--- DATA EXCERPTS Enclosed Below ---

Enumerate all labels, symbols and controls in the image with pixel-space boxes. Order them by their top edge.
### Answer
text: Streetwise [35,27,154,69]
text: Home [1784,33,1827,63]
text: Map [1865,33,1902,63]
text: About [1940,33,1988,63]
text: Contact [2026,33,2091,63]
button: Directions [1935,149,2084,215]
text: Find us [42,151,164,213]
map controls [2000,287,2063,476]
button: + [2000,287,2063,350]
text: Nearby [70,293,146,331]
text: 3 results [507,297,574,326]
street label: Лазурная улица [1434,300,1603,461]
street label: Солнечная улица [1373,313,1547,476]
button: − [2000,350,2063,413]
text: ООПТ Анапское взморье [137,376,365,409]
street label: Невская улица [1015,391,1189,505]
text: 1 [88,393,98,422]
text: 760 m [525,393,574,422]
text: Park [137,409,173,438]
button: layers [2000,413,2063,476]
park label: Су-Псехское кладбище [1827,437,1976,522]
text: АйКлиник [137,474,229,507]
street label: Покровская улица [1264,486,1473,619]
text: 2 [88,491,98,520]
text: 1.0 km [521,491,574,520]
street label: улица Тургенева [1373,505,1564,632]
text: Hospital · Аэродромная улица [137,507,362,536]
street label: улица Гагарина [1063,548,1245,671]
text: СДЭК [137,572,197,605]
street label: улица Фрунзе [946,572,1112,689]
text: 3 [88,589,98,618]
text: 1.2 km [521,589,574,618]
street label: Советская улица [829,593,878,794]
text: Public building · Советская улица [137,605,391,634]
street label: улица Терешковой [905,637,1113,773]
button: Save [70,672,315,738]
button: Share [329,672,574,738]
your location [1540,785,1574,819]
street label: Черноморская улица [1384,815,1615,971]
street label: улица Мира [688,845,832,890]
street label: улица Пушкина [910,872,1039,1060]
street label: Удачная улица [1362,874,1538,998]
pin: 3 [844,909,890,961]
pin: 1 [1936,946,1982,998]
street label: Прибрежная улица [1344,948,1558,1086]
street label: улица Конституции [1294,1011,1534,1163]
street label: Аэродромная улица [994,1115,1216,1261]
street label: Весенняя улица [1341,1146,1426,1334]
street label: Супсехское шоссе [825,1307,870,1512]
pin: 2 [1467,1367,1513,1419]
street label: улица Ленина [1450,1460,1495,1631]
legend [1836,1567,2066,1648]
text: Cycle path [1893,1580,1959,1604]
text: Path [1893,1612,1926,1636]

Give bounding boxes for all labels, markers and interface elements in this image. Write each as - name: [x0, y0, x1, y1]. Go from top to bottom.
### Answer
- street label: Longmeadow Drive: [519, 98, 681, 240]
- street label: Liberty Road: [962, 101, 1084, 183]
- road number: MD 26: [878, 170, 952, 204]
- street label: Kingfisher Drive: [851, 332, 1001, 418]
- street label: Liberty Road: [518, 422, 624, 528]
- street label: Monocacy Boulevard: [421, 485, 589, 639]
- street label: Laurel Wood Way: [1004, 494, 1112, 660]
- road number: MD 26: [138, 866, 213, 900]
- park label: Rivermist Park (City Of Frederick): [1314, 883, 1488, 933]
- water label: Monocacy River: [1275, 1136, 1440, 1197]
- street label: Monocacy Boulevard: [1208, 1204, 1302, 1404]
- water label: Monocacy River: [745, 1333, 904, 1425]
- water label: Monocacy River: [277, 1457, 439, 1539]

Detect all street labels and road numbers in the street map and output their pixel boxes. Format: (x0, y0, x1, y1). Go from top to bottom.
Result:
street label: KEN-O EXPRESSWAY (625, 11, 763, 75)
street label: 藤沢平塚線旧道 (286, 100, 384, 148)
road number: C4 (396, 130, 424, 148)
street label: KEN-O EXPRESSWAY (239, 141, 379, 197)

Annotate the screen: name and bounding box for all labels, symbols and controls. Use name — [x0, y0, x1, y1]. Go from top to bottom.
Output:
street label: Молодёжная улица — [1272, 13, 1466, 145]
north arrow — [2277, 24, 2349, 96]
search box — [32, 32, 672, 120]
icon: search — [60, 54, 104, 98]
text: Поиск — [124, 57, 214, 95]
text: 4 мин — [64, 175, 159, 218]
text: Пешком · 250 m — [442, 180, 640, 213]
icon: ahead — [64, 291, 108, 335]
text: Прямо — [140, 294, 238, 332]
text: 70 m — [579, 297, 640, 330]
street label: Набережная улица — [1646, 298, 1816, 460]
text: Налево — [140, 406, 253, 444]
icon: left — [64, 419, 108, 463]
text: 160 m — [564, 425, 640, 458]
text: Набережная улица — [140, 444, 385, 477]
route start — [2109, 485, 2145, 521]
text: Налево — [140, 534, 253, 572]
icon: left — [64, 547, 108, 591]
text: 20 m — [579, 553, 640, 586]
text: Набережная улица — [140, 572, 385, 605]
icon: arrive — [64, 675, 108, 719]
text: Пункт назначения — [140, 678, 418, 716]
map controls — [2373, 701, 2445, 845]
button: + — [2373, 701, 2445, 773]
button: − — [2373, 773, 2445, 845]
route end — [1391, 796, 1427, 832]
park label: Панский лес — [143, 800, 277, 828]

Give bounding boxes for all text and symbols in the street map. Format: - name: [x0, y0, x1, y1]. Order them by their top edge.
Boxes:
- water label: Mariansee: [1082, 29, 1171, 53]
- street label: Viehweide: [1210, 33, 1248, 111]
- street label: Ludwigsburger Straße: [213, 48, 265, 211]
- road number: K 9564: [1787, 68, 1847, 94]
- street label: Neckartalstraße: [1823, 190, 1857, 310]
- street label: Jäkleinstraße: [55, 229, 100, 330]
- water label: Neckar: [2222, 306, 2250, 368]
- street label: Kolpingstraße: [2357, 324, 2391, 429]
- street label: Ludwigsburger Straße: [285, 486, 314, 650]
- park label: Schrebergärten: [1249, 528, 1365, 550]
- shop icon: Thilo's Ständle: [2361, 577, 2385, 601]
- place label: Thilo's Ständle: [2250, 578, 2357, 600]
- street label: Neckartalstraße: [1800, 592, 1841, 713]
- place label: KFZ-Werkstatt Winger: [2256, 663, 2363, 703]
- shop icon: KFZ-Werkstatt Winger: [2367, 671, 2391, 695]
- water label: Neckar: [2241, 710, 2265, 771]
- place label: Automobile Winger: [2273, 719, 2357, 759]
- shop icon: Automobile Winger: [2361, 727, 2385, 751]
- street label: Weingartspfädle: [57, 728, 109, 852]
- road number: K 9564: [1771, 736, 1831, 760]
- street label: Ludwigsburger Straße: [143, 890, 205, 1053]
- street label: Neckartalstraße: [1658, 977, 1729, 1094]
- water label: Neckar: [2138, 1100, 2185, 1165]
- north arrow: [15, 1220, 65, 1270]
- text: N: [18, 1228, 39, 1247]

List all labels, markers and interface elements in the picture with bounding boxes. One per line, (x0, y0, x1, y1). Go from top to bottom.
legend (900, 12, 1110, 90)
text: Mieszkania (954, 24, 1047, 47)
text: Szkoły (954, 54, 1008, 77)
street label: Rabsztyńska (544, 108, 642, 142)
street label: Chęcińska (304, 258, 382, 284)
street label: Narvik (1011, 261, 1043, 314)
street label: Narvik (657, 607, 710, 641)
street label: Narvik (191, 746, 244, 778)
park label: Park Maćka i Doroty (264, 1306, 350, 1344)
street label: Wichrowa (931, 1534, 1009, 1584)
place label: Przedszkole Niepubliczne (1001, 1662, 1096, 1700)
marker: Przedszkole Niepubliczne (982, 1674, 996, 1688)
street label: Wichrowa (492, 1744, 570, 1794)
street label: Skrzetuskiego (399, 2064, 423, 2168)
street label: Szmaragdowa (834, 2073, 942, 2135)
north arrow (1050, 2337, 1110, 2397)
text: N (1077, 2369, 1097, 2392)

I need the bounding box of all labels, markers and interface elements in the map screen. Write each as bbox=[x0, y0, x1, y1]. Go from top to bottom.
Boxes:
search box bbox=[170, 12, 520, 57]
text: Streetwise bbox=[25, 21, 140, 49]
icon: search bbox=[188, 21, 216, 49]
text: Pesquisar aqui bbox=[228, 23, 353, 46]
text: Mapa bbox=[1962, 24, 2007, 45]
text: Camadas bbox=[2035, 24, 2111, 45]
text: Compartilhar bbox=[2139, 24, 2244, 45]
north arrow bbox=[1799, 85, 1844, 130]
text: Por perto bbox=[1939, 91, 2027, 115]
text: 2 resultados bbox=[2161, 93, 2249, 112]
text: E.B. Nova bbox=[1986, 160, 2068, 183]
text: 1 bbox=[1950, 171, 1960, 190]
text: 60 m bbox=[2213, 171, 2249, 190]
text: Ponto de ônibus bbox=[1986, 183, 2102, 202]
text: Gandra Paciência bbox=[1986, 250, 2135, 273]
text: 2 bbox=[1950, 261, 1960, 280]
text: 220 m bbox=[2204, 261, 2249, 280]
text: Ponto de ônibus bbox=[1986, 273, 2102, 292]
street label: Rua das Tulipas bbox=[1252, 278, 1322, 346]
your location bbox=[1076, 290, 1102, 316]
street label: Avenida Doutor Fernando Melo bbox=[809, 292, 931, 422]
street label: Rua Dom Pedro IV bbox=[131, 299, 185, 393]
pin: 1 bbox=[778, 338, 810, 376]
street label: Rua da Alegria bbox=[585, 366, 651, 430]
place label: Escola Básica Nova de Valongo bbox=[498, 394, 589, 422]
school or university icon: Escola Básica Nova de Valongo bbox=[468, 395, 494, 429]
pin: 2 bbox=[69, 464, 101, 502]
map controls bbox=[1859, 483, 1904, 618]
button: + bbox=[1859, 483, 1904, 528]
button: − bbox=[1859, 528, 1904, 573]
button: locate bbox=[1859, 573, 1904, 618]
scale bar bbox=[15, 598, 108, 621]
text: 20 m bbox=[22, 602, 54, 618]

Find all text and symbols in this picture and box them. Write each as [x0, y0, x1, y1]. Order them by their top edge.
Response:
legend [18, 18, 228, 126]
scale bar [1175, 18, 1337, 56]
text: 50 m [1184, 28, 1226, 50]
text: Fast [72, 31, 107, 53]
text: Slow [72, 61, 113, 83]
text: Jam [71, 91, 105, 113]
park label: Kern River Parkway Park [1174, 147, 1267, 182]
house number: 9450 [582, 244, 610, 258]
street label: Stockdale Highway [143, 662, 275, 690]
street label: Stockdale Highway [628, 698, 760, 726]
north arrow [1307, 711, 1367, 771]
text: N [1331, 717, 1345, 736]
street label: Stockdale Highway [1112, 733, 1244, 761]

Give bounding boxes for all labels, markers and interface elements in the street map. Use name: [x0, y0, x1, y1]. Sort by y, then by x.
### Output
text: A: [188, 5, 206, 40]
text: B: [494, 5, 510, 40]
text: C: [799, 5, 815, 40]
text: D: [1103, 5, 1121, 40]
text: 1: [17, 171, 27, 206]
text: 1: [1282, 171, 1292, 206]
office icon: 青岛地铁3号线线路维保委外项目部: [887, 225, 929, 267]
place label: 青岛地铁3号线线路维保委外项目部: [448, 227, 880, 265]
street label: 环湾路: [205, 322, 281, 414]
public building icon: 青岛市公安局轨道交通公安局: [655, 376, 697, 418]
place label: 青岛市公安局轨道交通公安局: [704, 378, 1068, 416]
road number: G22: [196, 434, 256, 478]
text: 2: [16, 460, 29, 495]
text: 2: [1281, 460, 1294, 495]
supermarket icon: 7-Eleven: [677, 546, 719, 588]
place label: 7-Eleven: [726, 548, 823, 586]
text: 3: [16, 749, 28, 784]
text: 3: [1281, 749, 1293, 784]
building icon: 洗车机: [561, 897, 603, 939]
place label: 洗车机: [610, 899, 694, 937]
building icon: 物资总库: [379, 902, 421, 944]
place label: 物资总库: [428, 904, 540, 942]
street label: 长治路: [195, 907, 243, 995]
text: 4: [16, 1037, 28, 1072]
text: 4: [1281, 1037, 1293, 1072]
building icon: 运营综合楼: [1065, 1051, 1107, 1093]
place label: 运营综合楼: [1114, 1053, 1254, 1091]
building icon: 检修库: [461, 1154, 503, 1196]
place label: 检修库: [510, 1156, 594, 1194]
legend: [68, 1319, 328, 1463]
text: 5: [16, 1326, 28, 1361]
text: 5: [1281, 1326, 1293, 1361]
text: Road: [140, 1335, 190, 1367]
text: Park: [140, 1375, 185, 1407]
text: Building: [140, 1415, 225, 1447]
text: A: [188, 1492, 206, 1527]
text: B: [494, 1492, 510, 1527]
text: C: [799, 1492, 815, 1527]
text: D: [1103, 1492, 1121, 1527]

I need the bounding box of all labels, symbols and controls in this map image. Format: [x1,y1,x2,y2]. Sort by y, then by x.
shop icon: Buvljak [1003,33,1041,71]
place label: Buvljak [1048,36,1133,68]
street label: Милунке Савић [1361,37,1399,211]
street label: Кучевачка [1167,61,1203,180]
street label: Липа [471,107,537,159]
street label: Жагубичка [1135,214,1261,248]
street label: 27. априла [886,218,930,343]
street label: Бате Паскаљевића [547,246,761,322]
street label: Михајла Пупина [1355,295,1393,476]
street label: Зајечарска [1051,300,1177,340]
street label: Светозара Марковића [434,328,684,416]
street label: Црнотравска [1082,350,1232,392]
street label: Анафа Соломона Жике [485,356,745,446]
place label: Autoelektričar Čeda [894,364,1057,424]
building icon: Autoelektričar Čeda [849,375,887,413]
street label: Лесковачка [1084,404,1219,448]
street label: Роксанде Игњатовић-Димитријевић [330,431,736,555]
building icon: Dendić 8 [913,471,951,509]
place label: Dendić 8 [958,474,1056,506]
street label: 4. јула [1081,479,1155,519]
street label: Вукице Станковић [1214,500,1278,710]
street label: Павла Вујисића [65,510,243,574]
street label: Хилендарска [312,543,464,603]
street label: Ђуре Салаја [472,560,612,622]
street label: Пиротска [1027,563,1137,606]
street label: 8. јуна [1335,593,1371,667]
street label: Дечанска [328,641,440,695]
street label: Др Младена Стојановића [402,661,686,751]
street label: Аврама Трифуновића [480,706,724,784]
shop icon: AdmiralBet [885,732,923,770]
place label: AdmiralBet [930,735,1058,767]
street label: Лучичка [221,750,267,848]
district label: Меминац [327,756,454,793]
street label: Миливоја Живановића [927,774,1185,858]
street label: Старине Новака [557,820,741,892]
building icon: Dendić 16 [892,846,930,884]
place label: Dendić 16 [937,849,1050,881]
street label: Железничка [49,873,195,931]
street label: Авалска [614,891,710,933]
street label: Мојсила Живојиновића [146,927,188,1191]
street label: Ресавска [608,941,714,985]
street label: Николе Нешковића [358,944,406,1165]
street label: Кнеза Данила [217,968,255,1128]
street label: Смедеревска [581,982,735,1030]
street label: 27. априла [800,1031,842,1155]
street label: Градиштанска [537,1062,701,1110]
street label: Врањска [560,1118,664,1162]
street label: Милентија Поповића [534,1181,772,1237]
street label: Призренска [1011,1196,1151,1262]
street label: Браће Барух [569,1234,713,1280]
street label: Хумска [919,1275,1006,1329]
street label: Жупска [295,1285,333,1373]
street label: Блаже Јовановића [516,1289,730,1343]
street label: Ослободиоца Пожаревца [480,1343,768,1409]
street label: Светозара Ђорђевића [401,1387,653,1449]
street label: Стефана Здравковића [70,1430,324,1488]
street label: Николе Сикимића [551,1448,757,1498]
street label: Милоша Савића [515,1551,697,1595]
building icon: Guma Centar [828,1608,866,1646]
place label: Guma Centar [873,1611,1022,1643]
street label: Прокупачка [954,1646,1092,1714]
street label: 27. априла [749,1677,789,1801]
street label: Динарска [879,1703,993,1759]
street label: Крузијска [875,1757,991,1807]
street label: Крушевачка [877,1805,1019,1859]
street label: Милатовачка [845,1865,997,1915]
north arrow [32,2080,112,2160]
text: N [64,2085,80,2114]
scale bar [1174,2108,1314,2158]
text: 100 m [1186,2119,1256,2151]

--- End of Enclosed DATA EXCERPTS ---

## EXERCISE GOAL
Give the count of lines above that include the word "elements", stating no other information.

## EXERCISE RESPONSE
4